Cerebral Cortex Frontal
Cerebral Cortex Frontal

2023 Frontal Cortex Research Review

Honestly, this year has been both exciting and disappointing.

I've been following the field of frontal cortex research since I started my PhD in 2009. Fifteen years now.

Back then, our lab was still using a 3T Siemens Trio, and achieving 3mm spatial resolution was considered pretty good. And now? 7T has become widespread, and layer-specific fMRI is no longer anything new.

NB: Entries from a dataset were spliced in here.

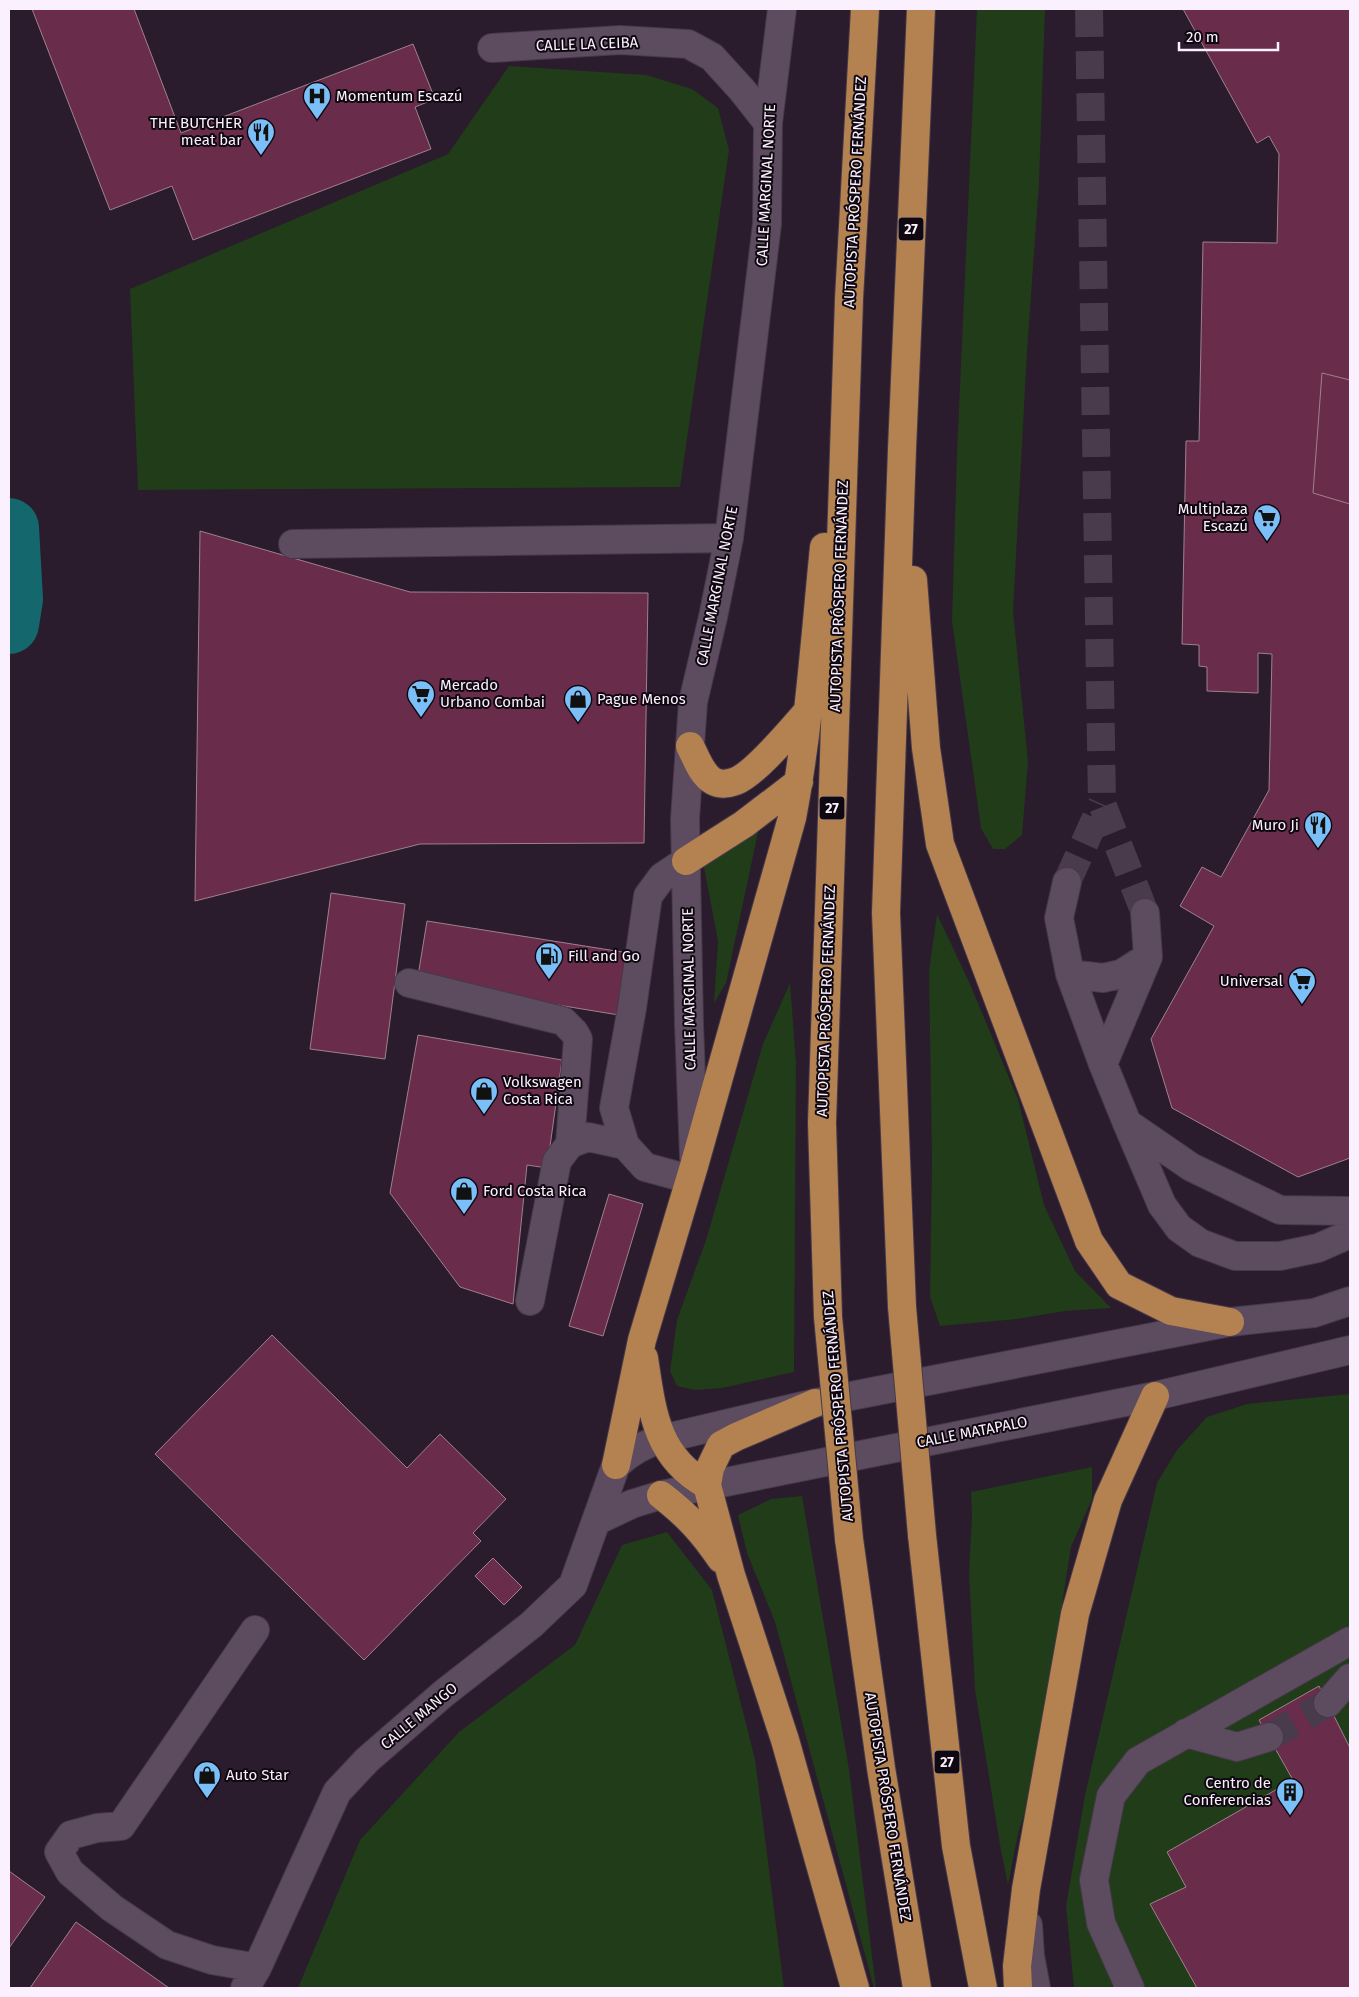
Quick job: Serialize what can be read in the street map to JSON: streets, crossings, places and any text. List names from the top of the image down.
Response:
{
  "streets": {
    "highway": ["AUTOPISTA PRÓSPERO FERNÁNDEZ", "27"],
    "street": [
      "CALLE LA CEIBA",
      "CALLE MARGINAL NORTE",
      "CALLE MATAPALO",
      "CALLE MANGO"
    ]
  },
  "crossings": [
    ["CALLE LA CEIBA", "CALLE MARGINAL NORTE"],
    ["CALLE MATAPALO", "CALLE MANGO"]
  ],
  "places": {
    "hospital": ["Momentum Escazú"],
    "restaurant": ["THE BUTCHER meat bar", "Muro Ji"],
    "supermarket": ["Multiplaza Escazú", "Mercado Urbano Combai", "Universal"],
    "shop": [
      "Pague Menos",
      "Volkswagen Costa Rica",
      "Ford Costa Rica",
      "Auto Star"
    ],
    "fuel station": ["Fill and Go"],
    "building": ["Centro de Conferencias"]
  },
  "scale_bar": "20 m"
}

But technological progress aside, there weren't really many breakthrough studies that truly advanced our understanding of the prefrontal cortex in 2023.

1

Let me start with a few noteworthy developments

Neuralynx's New Electrode Array

I personally handled the prototype of Neuralynx's Atlas E series electrodes released this year at the SfN satellite meeting in San Diego in March. 128 channels, each contact 25 micrometers, impedance controlled at 200-400kΩ. Their sales rep told me the production version would ship in September, but it got delayed until late November. Typical neurotechnology company behavior.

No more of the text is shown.